* DATA PROVIDED:
- Opening Delimiter -

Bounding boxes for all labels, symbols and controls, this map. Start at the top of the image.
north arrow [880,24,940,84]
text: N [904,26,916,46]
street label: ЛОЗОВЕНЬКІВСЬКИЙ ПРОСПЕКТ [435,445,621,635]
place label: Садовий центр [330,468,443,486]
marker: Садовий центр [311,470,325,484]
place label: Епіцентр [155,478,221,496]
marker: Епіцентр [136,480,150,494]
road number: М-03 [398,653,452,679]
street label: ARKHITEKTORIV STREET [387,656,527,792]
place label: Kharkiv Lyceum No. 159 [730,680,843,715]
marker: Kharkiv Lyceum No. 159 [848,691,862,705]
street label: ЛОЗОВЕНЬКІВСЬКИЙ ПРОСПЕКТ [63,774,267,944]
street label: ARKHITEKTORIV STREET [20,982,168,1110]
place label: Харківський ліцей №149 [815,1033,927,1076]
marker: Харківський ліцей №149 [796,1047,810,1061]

- Closing Delimiter -

* WHAT THIS TASK INVOLVES: Please copy out each line of the material that contains the string "ПРОСПЕКТ".

* SOLUTION:
street label: ЛОЗОВЕНЬКІВСЬКИЙ ПРОСПЕКТ [435,445,621,635]
street label: ЛОЗОВЕНЬКІВСЬКИЙ ПРОСПЕКТ [63,774,267,944]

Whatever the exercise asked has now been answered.